As the markets emerged from the 2008 recession, the private debt market shifted to a greater emphasis on downside protection, with a senior secured claim on assets, covenants, cash rather than PIK interest, and other investor protections. Our current portfolios are predominantly first lien senior secured, supporting our commitment to capital preservation, while our annualised income distributions remain in the 10 percent to 12 percent range.

Q: How have competitive dynamics evolved in the wake of the great recession and how did SLR respond in terms of its strategy?

Bruce Spohler:
As a result of US fiscal and monetary policy actions designed to spur economic recovery, the markets were flush with capital, which drove asset prices higher and increased competition for private cashflow loans. In addition to focusing our sponsor finance origination efforts on first lien loans, we expanded our investment strategy.

In 2012, we made the first strategic addition to our platform by acquiring a commercial finance company led by a highly experienced ABL team, which provided us with an ABL underwriting capability. During the subsequent decade, the SLR platform acquired several other speciality finance businesses. Our suite of financing capabilities allows us to offer a full range of debt solutions to our borrowers and a diversified, unique investment offering to our investors.

Indeed, our intention is to continue to expand the SLR platform in order to meet emergent investor needs. As part of our strategic plan, we partnered with Hunter Point Capital and Goldman Sachs’ Petershill Partners in September 2022. This decision was part of our ongoing efforts to increase our scale and ability to create additional financing solutions in response to growing investor demand.


Q: To what extent have you observed enhanced specialisation in the private debt field?

As commercial banks have retreated from mid-market lending to sub-investment grade companies, non-bank lenders have stepped into the niches that require more extensive underwriting and monitoring. The SLR platform has several teams that focus on specific industries, such as life sciences, and are skilled in assessing the value and monitoring the collateral supporting our loans.

Our speciality finance platform gives us access to attractive asset-based loans that carry potentially higher yields and lower risk than cashflow loans. This allows us to be more selective in our cashflow lending strategy, focusing on recession-resilient sectors with low capital requirements.

We invest in upper mid-market companies backed by top-tier financial sponsors with deep industry expertise and strong track records. As a result of our higher yielding speciality finance portfolios, we are able to accept a slightly lower yield for these safer cashflow loans, while still generating attractive risk-adjusted aggregate portfolio returns.

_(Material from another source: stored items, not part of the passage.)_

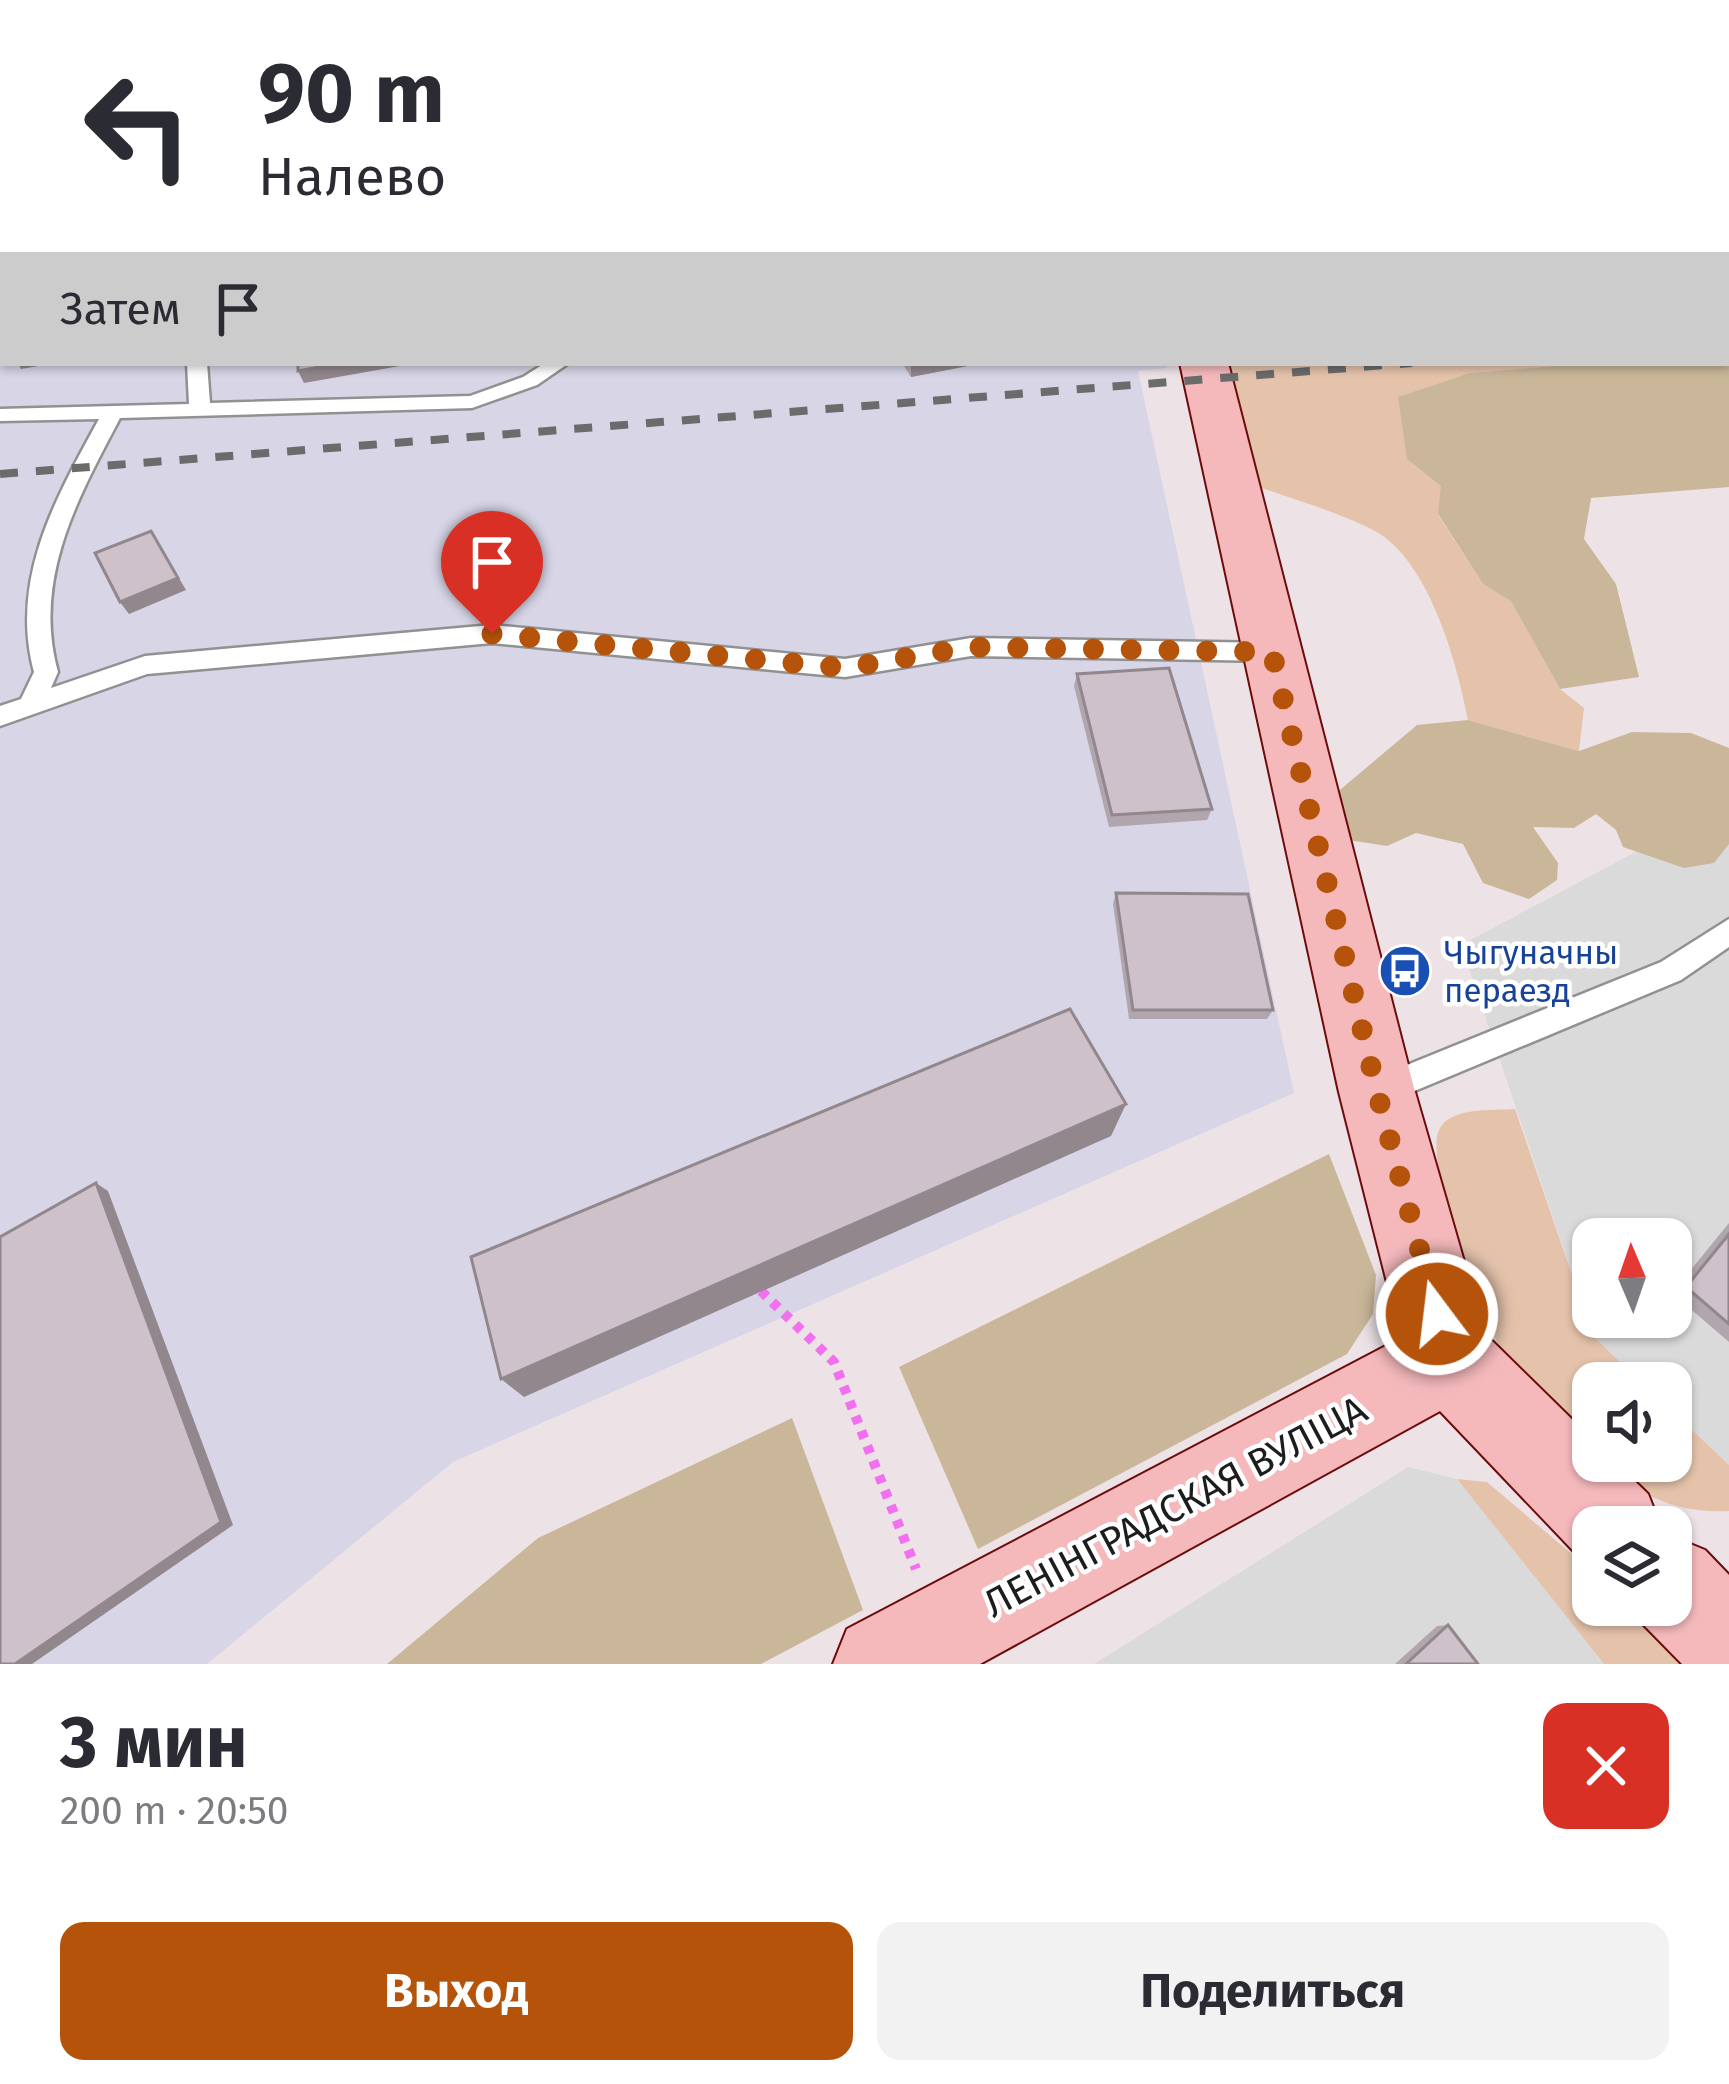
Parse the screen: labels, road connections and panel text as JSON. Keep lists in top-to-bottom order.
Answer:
{
  "streets": {
    "street": ["ЛЕНІНГРАДСКАЯ ВУЛІЦА"]
  },
  "places": {
    "bus stop": ["Чыгуначны пераезд"]
  },
  "north": "top",
  "page": {
    "turn": ["90 m", "Налево"],
    "then": "Затем",
    "heading": ["3 мин", "200 m · 20:50"],
    "buttons": ["Выход", "Поделиться"]
  }
}
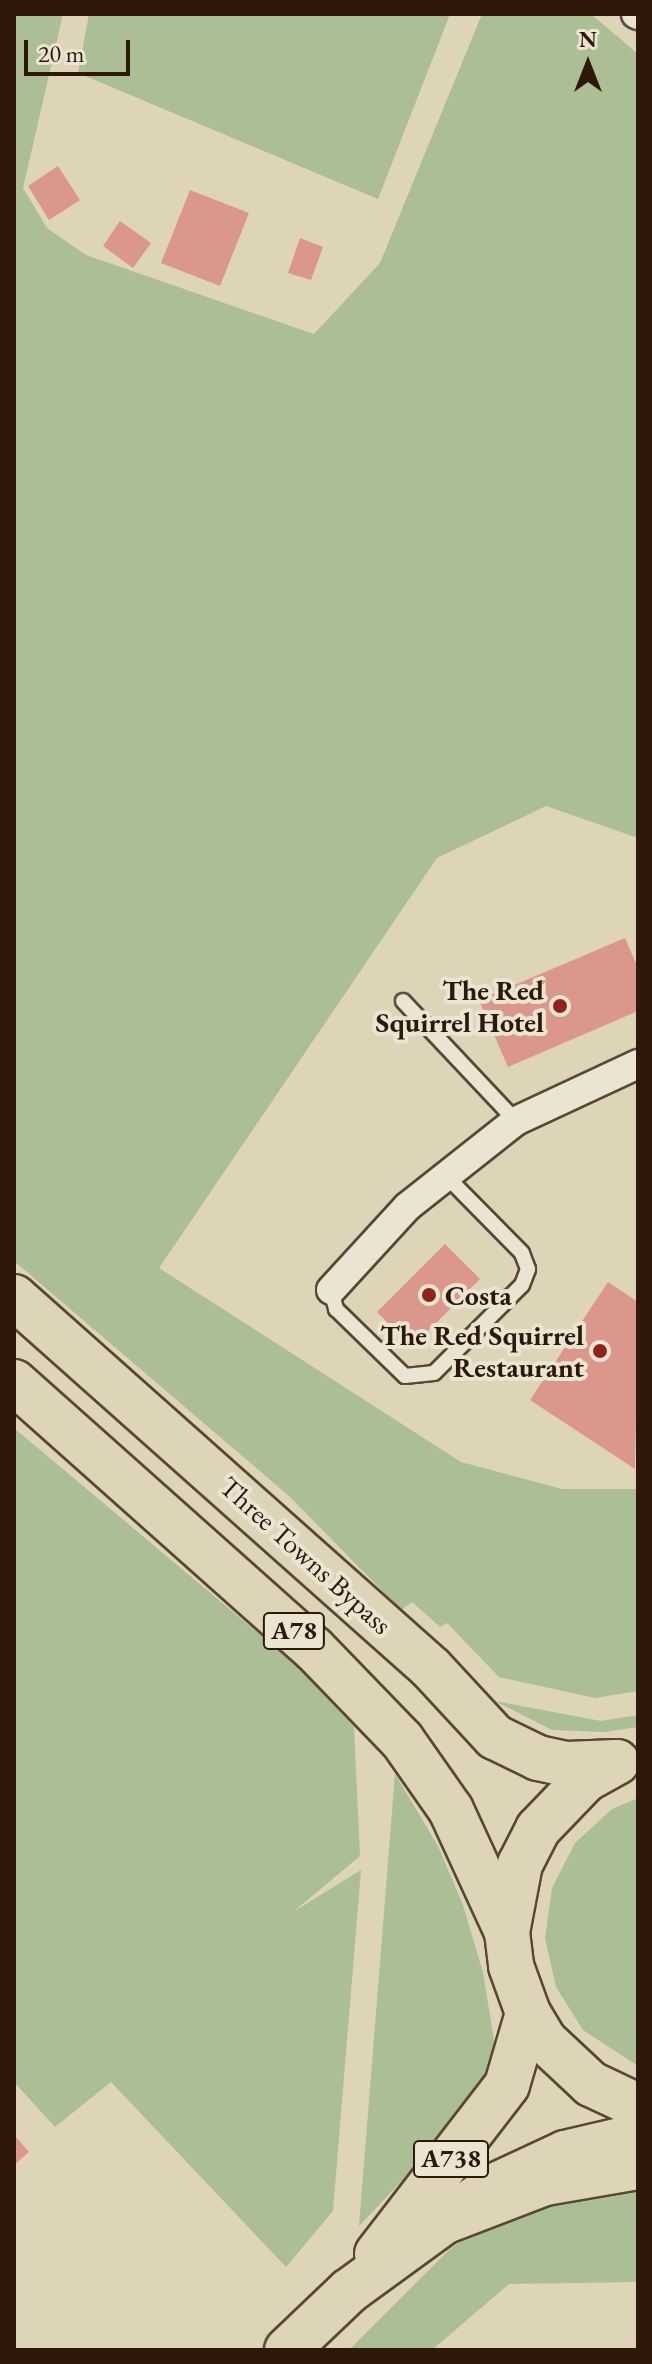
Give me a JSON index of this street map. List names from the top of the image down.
{
  "streets": {
    "main road": ["Three Towns Bypass", "A78", "A738"]
  },
  "crossings": [
    ["Three Towns Bypass", "A78"],
    ["A78", "A738"]
  ],
  "places": ["The Red Squirrel Hotel", "Costa", "The Red Squirrel Restaurant"],
  "scale_bar": "20 m",
  "north": "top"
}
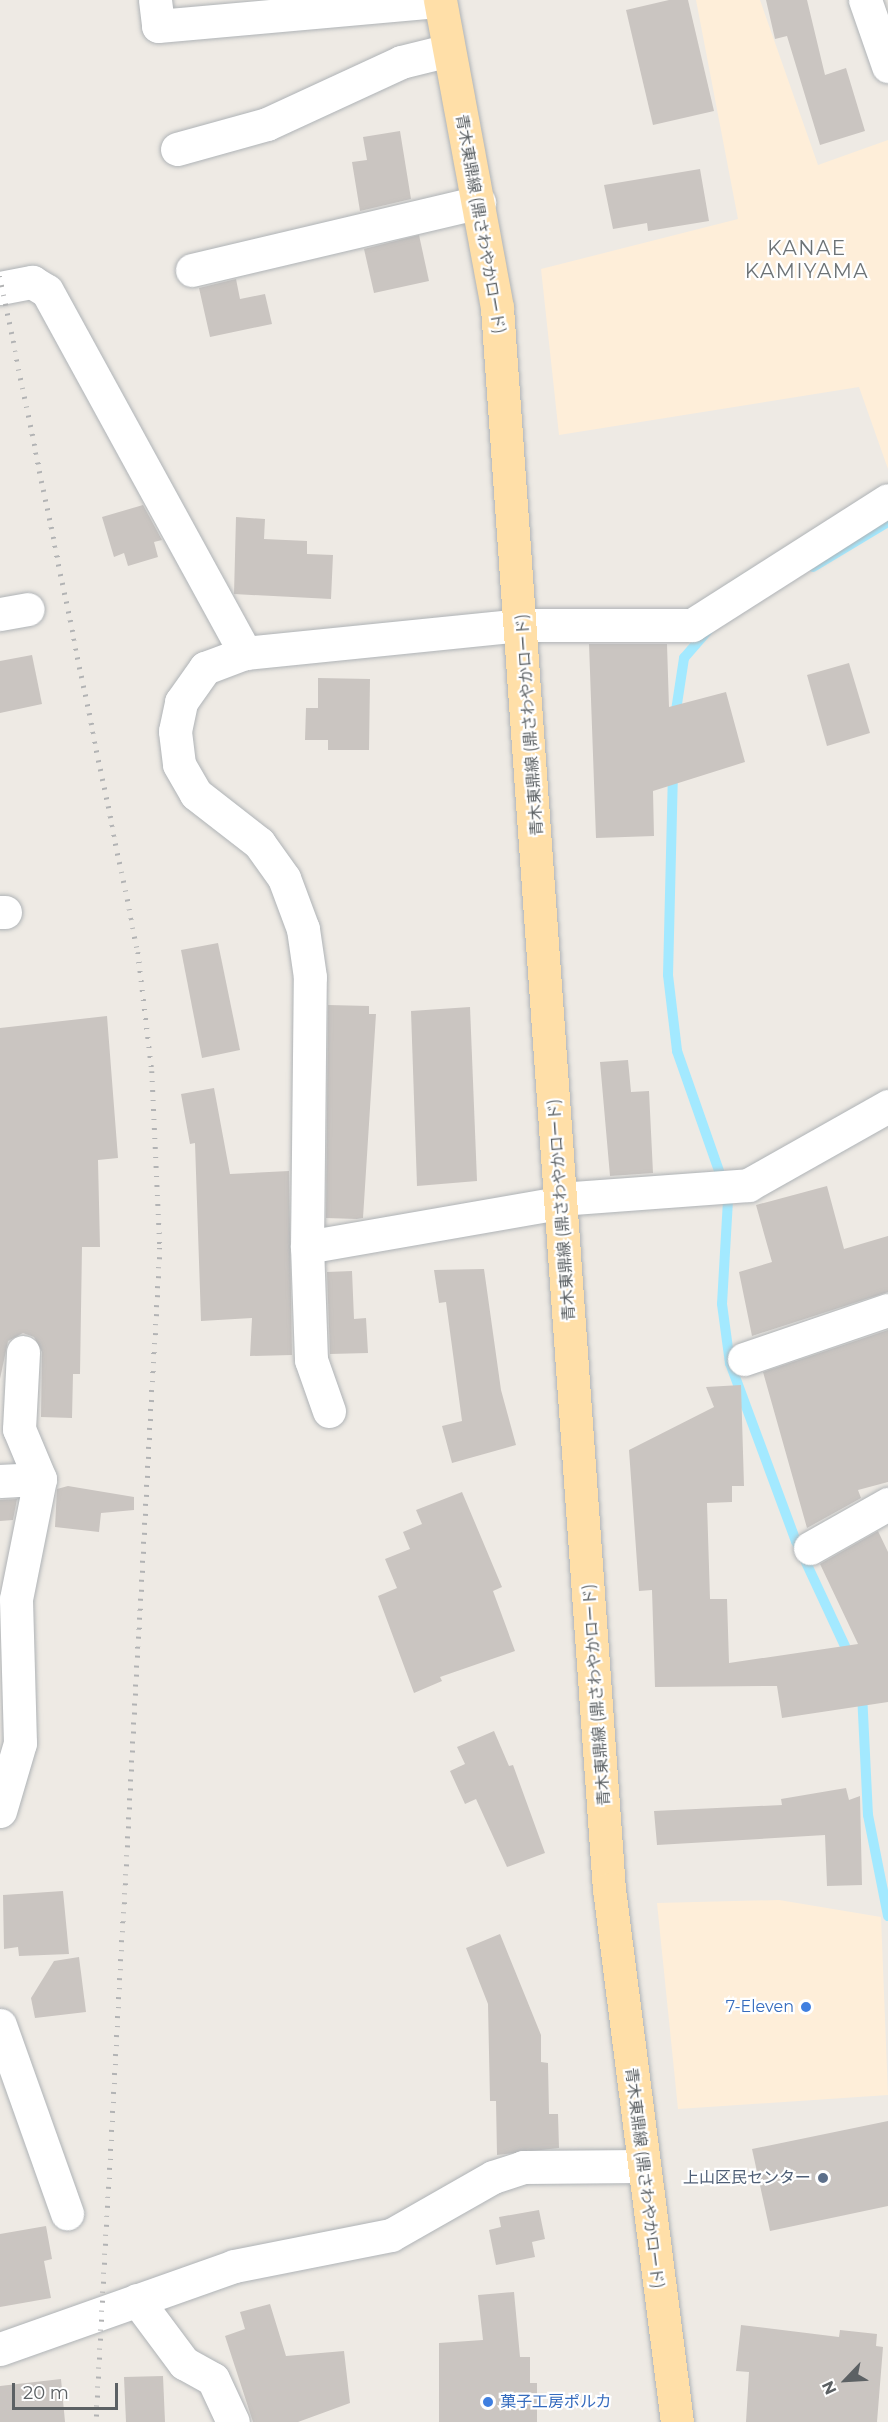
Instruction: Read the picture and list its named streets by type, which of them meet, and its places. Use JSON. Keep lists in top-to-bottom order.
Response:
{
  "streets": {
    "main road": ["青木東鼎線 (鼎さわやかロード)"]
  },
  "districts": ["KANAE KAMIYAMA"],
  "places": ["7-Eleven", "上山区民センター", "菓子工房ポルカ"],
  "scale_bar": "20 m",
  "north": "bottom left"
}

Q: How have you seen investor appetite for private lending change in the years leading up to today’s new macroeconomic environment?

When we marketed our first private debt fund in 2006, institutional investors didn’t have a dedicated portfolio for private credit. The quarterly current income component aligned with liquid credit while the illiquidity and long investment horizon matched the private equity structure. As a result, hedge funds held a larger share of private credit investments.

As the asset class grew, pension funds and other income-orientated investors developed the expertise to evaluate private debt managers. Their allocations to direct lending have enabled them to benefit from the yield premium private loans carry over liquid leveraged loans and high yield securities.

Today, many institutional investors have dedicated private credit portfolios allocated across several managers. Over the past few years, we have been hearing from sophisticated investors that they have reached capacity in general cashflow lending and are seeking to diversify their private credit exposure into niche areas, such as our speciality finance strategies, which include ABL, equipment leasing, asset-based loans to commercial lenders, and life science lending.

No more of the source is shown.